Your objective →
Quote the records that follow in full and exactly; leave out the pictures.

Segment Start: Provided records

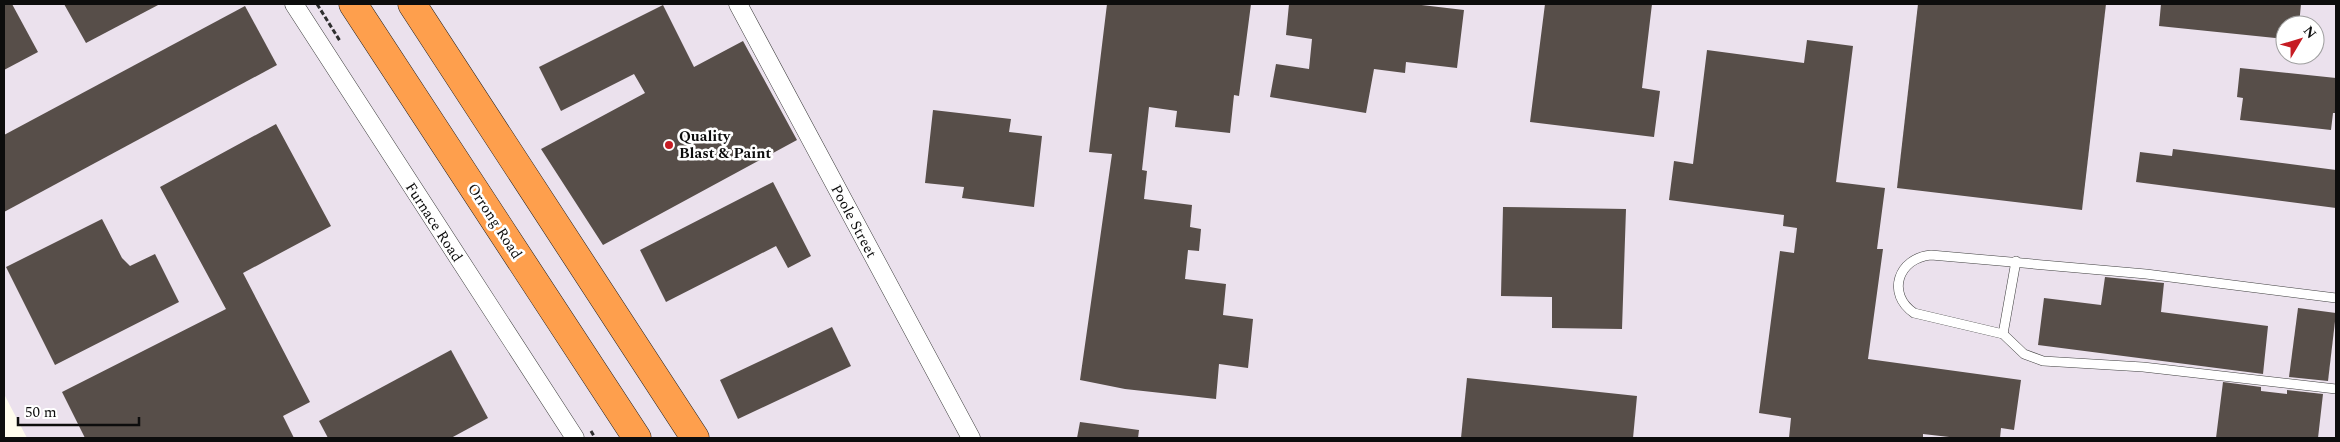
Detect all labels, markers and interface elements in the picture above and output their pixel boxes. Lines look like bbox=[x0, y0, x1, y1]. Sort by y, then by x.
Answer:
north arrow bbox=[2275, 15, 2325, 65]
text: N bbox=[2298, 21, 2322, 43]
place label: Quality Blast & Paint bbox=[679, 125, 771, 165]
marker: Quality Blast & Paint bbox=[663, 139, 675, 151]
street label: Furnace Road bbox=[399, 178, 468, 267]
street label: Orrong Road bbox=[461, 179, 528, 264]
street label: Poole Street bbox=[825, 180, 883, 262]
scale bar bbox=[18, 394, 139, 426]
text: 50 m bbox=[25, 401, 57, 424]

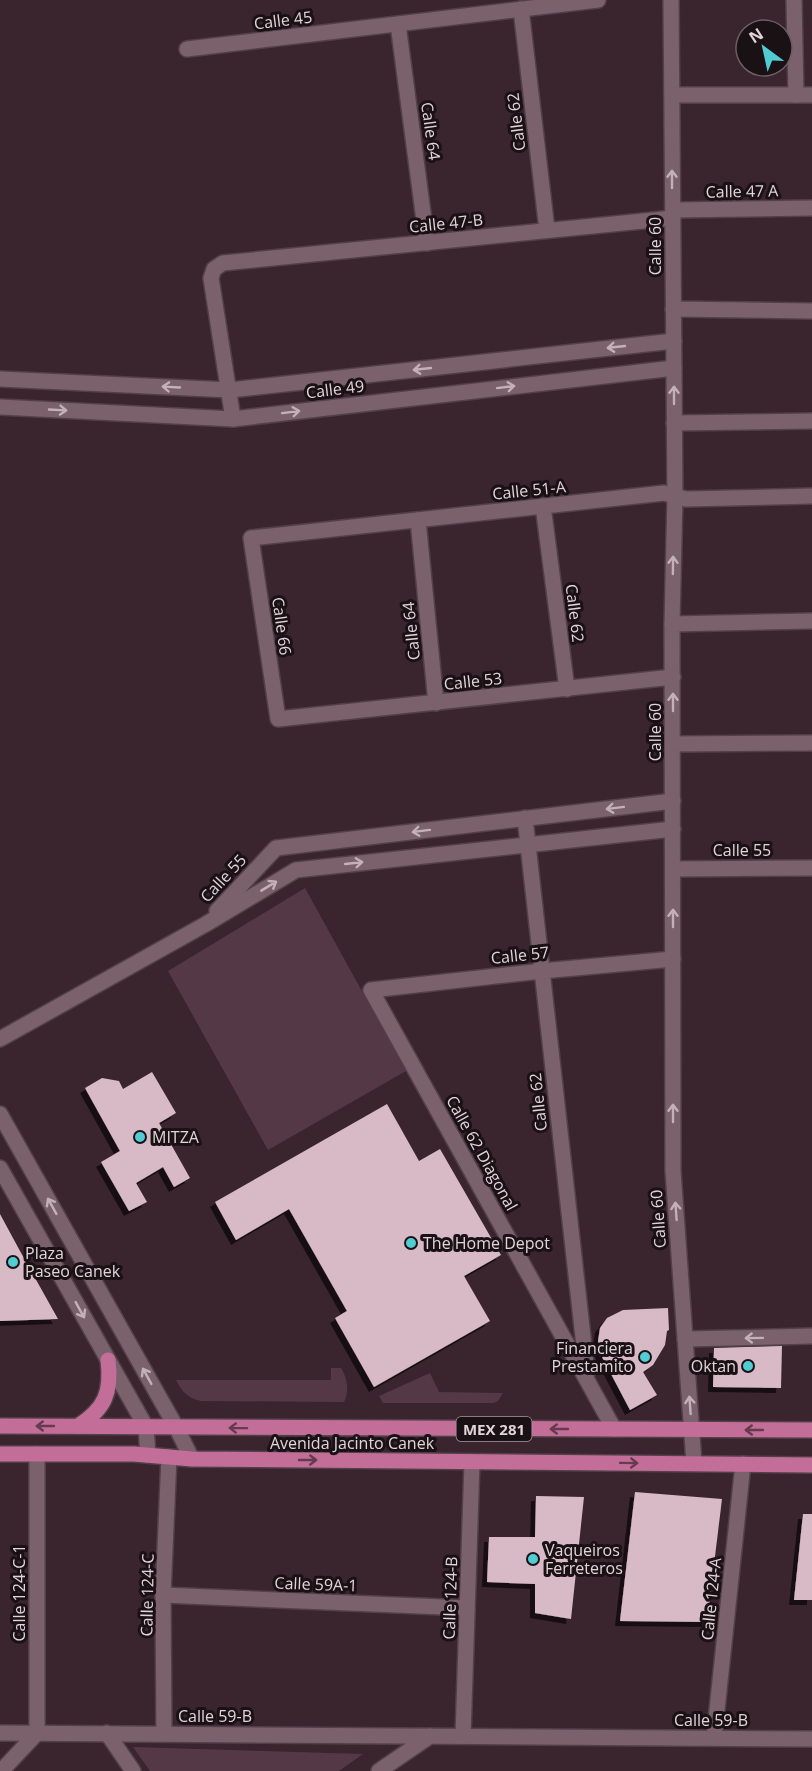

Segment End: Provided records

Task result →
Detect all labels, markers and interface elements in the picture above and output their pixel boxes. Lines look like bbox=[x0, y0, x1, y1]. Sort by y, then by x.
Answer:
north arrow bbox=[2275, 15, 2325, 65]
text: N bbox=[2298, 21, 2322, 43]
place label: Quality Blast & Paint bbox=[679, 125, 771, 165]
marker: Quality Blast & Paint bbox=[663, 139, 675, 151]
street label: Furnace Road bbox=[399, 178, 468, 267]
street label: Orrong Road bbox=[461, 179, 528, 264]
street label: Poole Street bbox=[825, 180, 883, 262]
scale bar bbox=[18, 394, 139, 426]
text: 50 m bbox=[25, 401, 57, 424]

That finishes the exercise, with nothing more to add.